The Olde Hansa’s cuisine is well-known in particular for its game meat dishes. There are as many as seven different choices in the menu. Out of those, bear stewed in wild berry sauce, and the elk tenderloin in a truffle sauce can be considered as crown jewels.
The use of spices is critical in Olde Hansa. Cinnamon, cardamom, ginger, black pepper, saffron, mackerel, and cloves are the heart of the food of Olde Hansa. Aromatic delicacies are made under the watchful eye of Emmanuel Wille, who attaches great importance to the balance of flavors. In each combination of flavors and in each dish, sweet, salty, sour, bitter and so-called umami must be present. This balancing act makes the dishes of Olde Hansa irresistible, and a guest rarely leaves any scraps of food on their plate, even though the portions are quite hearty.

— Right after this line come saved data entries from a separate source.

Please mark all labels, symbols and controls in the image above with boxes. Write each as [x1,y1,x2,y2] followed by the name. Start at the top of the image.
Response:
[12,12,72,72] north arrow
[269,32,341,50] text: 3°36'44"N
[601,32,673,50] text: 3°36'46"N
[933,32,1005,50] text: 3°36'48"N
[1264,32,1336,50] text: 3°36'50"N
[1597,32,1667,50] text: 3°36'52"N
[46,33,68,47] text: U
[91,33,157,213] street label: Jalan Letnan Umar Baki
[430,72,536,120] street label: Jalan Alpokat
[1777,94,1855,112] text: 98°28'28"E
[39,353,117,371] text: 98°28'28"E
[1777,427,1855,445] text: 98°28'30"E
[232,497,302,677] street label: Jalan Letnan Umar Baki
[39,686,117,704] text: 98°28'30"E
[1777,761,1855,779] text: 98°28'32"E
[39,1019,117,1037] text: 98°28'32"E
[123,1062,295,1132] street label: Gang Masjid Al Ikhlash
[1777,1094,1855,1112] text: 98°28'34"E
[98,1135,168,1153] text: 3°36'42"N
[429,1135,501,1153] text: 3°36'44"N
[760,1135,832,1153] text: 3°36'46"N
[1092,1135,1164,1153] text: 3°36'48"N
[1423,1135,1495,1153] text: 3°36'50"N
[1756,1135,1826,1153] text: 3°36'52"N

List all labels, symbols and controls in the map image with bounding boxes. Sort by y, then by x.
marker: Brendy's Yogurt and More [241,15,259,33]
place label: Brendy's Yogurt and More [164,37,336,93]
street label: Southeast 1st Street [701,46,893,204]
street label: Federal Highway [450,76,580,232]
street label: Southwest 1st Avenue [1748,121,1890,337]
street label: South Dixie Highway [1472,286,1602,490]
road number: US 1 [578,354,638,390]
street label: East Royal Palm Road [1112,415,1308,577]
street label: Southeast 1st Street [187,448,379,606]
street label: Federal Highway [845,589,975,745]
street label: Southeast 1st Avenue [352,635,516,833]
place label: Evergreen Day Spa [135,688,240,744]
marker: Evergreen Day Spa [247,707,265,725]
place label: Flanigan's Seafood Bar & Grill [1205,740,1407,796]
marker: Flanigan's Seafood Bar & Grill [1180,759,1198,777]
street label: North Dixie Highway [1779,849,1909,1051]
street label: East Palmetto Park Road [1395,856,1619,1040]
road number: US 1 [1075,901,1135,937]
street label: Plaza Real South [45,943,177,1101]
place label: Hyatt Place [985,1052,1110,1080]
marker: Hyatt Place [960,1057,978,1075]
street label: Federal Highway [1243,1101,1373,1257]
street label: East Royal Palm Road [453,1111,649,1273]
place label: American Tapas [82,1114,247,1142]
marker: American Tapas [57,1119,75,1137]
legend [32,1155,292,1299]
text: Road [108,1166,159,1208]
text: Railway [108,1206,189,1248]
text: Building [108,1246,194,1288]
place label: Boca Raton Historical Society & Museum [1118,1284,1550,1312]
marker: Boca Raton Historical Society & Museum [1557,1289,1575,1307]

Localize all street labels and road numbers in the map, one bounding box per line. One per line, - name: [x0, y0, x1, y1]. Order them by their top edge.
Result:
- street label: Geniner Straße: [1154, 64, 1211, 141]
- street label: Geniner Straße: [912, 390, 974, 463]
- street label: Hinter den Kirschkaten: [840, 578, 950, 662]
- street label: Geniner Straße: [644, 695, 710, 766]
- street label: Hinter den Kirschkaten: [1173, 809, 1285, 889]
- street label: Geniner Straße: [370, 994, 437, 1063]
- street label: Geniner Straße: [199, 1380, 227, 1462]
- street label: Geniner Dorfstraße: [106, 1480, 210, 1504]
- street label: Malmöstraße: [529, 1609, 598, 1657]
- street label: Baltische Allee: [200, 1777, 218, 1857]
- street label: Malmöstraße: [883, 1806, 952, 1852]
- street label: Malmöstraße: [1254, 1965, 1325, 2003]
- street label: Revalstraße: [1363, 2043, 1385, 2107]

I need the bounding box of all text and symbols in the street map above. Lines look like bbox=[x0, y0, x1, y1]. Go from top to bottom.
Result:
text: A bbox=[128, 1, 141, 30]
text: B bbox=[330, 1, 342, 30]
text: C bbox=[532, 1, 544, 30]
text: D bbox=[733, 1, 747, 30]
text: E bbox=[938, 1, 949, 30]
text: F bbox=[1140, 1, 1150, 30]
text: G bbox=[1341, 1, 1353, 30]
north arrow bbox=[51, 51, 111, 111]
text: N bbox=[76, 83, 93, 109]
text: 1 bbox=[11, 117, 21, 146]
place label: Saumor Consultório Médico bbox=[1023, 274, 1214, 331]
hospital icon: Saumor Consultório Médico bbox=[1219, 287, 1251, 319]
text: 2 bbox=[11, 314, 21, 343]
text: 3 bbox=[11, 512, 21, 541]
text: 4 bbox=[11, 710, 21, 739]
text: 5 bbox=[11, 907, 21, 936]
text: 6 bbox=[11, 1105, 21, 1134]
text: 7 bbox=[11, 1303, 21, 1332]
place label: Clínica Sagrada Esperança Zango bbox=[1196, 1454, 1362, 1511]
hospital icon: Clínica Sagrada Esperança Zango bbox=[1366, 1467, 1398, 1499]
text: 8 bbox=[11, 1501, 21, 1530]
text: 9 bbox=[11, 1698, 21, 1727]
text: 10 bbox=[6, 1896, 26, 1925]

Olde Hansa also uses fresh and country grown ingredients that are obtained directly from local farmers and hunters. It goes without saying that lentils do not grow in Estonia and spices come from the east, in the old days they were brought on ships to the Tallinn harbor, but the vast majority of raw materials are local, wholesome and of very high quality.
The Chef of Olde Hansa is a Belgian Emmanuel Wille, who has been living in Estonia for over 20 years. His heart is set on creating new medieval tastes. The recipes of that time have been written down in a somewhat inaccurate way – a handful of one ingredient, and a pinch of another exotic spice. One must have enough brains in order to ensure that these recipes help to produce delicious food.
Thanks to Manu and his team, the guest can be entirely sure that the dish ordered is of high-quality, made of the most elegant local raw materials and, of course, incredibly delicious.
In addition to the chef’s office, Manu also promotes Estonian food culture in general. He teaches young aspiring cooks in the Kuressaare Cooking School and has been the coach of the Estonian team at many Bocuse d’Or events, the Olympics for cooks.
It is clear that in the 15th century, such fruits of God as potatoes, pumpkin, tomato, cocoa, etc., were not known. But it does not mean that Olde Hansa’s food is not any more inferior because of that. The head chef Emmanuel Wille knows the secrets of making mouthwatering delicacies. This is the so-called slow-food technique. It is long-term and slow cooking on a low-temperature, which preserves the softness, juiciness, color of the meat or vegetables, and also intensifies the flavor.
This is also a very medieval way, because back then, who had the time to spend the precious daylight on cooking? The pot with the best food products was left to simmer on a low heat on the wood stove, and people went to do other chores. When they came back, tasty and nutritious food was awaiting them.